Saturday, January 19, 2013

More Disruption in the Green Tech Marketplace


There is more turmoil in the green technology marketplace.

In October, Shai Agassi left his post as CEO of Better Place, GmbH, the firm announced another change. Evan Thornley, who replaced Agassi as CEO.  Thornley previously served as Chief Executive of Better Place Australia, is now himself out of that position after only three months. .

Better Place is an electric vehicle infrastructure company focused on providing a rapid battery replacement system to support wider adoption of electric vehicles (EV).  Better Place's patented inventions seek make the installation and management of EV batteries easier to eliminate long charging times and support longer driving distances through a network of battery swapping locations.  Better Place's rapid battery swapping approach may have the potential to overcome some of the issues impacting the expansion of the market for electric vehicles.  The battery swapping approach might make electric vehicles more acceptable for taxi and livery uses as well.

Better Place is one of the Young Guns firms that received patents under the USPTO Green Tech Pilot Program. Young Guns are new and emerging entrepreneurial firms that bring new business models, new products, and new ideas to market. On the innovation, invention, and intellectual property front, Young Guns are the firms to watch because these are likely to be the engines of new economic growth and new markets.

Israel’s Globes reports that differences regarding the company’s future, “especially over plans to reduce activity in global markets and focus on its core markets of Israel and Denmark” between Thornley and company Chairman Idan Ofer were behind the departure. Better Place reportedly has $490 million in losses since it was founded in 2007. The firm has already laid off 140 people with another 150-200 person layoff in the works.

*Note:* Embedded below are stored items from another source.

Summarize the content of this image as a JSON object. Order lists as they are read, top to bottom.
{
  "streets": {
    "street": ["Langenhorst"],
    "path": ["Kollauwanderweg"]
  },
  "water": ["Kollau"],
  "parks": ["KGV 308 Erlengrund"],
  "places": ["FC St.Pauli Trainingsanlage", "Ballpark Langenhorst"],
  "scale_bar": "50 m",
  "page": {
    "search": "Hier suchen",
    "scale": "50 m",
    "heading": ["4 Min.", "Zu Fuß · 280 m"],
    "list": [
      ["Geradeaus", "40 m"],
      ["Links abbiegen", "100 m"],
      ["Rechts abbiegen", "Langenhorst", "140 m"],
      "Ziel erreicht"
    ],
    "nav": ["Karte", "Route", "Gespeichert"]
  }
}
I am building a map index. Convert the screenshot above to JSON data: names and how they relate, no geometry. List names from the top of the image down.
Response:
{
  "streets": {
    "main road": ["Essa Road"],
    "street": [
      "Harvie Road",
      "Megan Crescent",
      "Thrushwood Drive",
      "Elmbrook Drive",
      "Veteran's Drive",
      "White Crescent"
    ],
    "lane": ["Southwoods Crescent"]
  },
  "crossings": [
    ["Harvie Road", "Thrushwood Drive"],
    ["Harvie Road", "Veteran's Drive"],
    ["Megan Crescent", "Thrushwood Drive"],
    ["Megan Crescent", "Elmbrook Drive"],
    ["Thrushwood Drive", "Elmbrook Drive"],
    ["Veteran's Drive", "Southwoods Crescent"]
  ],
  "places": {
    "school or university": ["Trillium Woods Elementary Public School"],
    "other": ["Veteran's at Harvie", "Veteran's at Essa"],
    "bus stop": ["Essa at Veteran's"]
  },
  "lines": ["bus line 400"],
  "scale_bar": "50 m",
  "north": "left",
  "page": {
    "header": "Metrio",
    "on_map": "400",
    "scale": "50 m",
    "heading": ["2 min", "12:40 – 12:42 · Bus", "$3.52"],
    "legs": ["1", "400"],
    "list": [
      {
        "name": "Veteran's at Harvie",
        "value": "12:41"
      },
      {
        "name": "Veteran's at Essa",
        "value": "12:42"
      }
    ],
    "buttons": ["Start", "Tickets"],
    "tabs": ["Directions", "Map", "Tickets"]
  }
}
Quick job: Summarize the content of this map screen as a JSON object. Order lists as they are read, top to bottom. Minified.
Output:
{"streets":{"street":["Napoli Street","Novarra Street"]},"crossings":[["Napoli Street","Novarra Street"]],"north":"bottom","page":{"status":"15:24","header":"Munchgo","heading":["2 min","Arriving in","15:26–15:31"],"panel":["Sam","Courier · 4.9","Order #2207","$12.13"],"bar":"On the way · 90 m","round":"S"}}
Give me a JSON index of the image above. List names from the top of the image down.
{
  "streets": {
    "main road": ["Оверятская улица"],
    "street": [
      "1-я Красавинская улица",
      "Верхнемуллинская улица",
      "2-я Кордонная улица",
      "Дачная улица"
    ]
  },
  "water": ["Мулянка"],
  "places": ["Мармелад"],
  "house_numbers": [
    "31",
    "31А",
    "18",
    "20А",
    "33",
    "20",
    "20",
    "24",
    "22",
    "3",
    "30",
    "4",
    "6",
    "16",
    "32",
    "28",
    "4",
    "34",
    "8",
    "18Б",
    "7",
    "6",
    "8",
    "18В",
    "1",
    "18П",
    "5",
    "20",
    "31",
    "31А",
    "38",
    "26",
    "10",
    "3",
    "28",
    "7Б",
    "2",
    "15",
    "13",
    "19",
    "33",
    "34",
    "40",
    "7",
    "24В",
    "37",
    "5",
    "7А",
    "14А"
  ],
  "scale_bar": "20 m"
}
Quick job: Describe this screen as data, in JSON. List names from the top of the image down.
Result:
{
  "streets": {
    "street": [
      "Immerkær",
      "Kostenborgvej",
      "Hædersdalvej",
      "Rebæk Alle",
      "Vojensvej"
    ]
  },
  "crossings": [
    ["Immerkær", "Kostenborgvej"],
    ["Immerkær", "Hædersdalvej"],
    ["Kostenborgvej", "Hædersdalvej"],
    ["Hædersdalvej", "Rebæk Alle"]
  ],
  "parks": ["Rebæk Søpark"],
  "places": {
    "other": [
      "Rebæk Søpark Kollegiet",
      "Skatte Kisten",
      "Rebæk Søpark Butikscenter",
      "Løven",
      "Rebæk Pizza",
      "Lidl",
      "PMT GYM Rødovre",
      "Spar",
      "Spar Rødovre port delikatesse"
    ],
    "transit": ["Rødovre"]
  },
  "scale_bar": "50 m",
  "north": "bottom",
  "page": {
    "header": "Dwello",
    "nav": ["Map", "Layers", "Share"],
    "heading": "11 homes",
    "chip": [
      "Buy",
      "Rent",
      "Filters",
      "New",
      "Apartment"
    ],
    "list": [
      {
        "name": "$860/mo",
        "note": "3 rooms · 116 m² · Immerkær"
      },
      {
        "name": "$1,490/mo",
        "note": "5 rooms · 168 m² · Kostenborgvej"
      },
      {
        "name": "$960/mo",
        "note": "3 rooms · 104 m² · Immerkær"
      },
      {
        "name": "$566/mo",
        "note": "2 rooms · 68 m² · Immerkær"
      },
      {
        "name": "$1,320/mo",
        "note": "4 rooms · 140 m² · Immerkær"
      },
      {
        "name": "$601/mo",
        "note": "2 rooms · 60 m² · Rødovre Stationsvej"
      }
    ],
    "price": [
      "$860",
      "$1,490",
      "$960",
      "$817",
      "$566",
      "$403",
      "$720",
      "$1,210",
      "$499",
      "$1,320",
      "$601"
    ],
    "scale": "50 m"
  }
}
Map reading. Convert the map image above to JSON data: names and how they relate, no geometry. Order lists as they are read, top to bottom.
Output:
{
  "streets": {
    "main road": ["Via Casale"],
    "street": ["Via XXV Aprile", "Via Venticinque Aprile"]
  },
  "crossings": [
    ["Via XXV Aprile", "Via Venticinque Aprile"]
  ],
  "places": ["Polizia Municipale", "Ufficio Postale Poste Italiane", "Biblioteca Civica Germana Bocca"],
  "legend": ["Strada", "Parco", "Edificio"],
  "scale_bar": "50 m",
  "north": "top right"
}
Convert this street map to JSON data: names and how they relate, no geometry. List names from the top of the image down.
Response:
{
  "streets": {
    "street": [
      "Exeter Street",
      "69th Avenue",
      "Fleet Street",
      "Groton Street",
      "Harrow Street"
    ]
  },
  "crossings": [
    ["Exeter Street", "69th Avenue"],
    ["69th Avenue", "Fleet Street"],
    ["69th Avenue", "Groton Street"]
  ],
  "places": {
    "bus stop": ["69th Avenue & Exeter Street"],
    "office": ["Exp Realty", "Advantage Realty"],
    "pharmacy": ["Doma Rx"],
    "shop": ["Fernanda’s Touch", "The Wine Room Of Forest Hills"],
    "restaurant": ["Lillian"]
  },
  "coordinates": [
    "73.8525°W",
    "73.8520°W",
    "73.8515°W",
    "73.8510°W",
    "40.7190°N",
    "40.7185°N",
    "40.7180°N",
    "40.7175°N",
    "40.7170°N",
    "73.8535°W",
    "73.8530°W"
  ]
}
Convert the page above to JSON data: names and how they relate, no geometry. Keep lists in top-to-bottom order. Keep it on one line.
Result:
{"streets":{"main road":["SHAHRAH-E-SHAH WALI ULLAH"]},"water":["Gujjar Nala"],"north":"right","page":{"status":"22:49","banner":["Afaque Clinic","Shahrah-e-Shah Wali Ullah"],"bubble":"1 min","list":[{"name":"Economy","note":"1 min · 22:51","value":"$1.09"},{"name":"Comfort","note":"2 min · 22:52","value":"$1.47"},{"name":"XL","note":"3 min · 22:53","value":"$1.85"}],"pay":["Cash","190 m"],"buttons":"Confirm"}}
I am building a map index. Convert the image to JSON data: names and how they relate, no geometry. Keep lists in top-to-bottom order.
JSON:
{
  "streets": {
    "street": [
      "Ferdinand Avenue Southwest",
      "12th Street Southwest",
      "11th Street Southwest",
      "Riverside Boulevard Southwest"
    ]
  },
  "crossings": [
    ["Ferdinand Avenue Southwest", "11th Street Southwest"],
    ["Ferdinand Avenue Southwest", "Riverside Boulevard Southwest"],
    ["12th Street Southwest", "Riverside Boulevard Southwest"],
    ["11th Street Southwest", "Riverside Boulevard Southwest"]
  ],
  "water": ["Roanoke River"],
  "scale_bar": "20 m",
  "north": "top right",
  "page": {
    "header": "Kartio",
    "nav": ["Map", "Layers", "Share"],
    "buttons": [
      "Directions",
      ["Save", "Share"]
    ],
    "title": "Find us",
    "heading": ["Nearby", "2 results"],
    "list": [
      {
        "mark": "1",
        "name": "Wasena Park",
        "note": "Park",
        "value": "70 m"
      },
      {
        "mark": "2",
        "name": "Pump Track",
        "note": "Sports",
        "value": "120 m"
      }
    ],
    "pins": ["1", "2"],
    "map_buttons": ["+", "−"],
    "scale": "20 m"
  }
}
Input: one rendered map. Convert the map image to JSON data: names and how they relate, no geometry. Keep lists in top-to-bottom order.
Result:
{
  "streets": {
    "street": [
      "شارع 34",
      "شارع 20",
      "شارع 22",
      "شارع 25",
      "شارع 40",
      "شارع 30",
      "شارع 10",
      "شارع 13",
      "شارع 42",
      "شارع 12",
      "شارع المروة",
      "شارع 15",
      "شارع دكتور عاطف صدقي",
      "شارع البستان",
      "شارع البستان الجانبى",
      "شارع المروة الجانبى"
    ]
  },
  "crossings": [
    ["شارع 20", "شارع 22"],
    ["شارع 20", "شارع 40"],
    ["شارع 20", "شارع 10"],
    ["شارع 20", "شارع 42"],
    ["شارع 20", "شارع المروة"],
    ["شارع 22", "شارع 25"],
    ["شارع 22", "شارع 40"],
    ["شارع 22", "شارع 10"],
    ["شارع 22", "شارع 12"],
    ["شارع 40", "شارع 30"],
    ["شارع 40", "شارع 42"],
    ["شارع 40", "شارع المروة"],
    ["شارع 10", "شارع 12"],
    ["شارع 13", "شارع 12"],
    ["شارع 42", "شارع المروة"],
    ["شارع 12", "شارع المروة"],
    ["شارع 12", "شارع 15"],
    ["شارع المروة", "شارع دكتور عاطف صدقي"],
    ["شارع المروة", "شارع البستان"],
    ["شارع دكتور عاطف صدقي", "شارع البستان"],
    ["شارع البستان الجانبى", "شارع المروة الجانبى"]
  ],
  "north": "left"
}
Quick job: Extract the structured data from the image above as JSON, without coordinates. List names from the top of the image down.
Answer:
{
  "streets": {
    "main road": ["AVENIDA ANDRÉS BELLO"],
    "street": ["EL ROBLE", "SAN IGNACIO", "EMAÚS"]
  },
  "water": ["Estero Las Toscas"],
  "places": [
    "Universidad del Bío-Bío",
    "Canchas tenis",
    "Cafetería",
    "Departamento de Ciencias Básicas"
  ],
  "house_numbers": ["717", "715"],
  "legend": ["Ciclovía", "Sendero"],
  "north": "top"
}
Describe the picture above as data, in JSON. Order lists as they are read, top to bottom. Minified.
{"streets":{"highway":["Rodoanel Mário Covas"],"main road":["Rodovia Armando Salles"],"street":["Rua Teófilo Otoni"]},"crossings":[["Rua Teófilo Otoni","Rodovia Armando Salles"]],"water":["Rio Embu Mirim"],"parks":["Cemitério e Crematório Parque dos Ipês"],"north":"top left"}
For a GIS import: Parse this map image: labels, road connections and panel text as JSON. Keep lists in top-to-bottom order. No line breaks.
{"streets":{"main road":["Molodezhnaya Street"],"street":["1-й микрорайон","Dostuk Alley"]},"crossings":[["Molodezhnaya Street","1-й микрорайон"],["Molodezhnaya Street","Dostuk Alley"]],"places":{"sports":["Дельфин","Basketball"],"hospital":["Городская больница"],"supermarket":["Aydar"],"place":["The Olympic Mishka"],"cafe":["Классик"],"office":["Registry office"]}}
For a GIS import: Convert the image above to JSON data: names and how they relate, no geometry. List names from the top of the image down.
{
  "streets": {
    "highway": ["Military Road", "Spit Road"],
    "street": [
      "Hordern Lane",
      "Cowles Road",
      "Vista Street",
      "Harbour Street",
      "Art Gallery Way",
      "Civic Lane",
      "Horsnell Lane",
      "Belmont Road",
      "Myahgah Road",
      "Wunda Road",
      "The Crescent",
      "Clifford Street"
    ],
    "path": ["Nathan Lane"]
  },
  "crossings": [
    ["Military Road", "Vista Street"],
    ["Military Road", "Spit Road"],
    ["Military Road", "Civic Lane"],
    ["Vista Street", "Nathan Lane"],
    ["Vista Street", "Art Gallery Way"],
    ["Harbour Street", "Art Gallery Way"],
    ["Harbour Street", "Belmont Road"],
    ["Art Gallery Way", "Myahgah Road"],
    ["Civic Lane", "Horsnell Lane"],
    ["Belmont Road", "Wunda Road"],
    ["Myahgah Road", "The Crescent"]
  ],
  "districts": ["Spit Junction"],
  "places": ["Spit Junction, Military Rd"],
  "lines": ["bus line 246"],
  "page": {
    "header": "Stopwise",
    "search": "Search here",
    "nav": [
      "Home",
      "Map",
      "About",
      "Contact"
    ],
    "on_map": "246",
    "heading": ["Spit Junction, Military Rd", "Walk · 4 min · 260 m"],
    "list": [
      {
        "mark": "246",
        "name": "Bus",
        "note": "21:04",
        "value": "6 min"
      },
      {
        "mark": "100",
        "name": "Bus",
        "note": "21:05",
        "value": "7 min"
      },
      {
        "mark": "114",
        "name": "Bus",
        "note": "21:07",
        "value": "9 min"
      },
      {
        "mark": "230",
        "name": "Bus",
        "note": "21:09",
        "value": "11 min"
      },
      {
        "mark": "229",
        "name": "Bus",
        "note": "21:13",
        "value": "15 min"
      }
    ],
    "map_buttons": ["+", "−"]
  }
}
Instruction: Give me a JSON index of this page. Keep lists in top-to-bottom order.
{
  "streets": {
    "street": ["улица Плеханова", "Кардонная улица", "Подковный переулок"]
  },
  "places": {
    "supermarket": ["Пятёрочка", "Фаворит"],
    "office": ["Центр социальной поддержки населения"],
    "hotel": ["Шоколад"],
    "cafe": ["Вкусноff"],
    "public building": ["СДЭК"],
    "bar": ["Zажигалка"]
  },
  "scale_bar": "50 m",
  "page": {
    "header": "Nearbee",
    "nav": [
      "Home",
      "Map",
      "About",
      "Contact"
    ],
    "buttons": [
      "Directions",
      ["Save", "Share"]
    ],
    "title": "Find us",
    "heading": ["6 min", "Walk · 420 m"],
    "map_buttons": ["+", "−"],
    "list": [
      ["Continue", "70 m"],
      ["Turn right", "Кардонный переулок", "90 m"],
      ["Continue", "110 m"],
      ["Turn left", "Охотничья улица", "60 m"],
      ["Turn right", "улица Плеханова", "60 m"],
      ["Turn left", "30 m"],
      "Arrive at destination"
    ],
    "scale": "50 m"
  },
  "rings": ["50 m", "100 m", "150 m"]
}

The worldwide cleantech industry as a whole has been undergoing significant growing pains over the past several years, between numerous high profile bankruptcies or significantly depressed sale of the business and/or its assets:

Solyndra  (Solar - Bankruptcy and liquidation)
A123 Systems (Batteries - Bankruptcy and pending sale to a Chinese company)
Twin Creeks Technologies, Inc. (Solar - Bargain basement sale of assets to GT Advanced Technologies)
Sunpower (Solar- Reorganization and downsizing)
International Battery (Batteries - abruptly closed operations in March 2012 citing an inability to turn a profit)

Sales of emerging green tech companies and their intellectual property assets to foreign interest has raised  national security questions like the sales of A123 Systems (sale pending to the Chinese) and MiaSole (sale of the thin film solar products company to the Chinese).  This list only scratches the surface of the changes taking place in the nascent clean tech marketplace.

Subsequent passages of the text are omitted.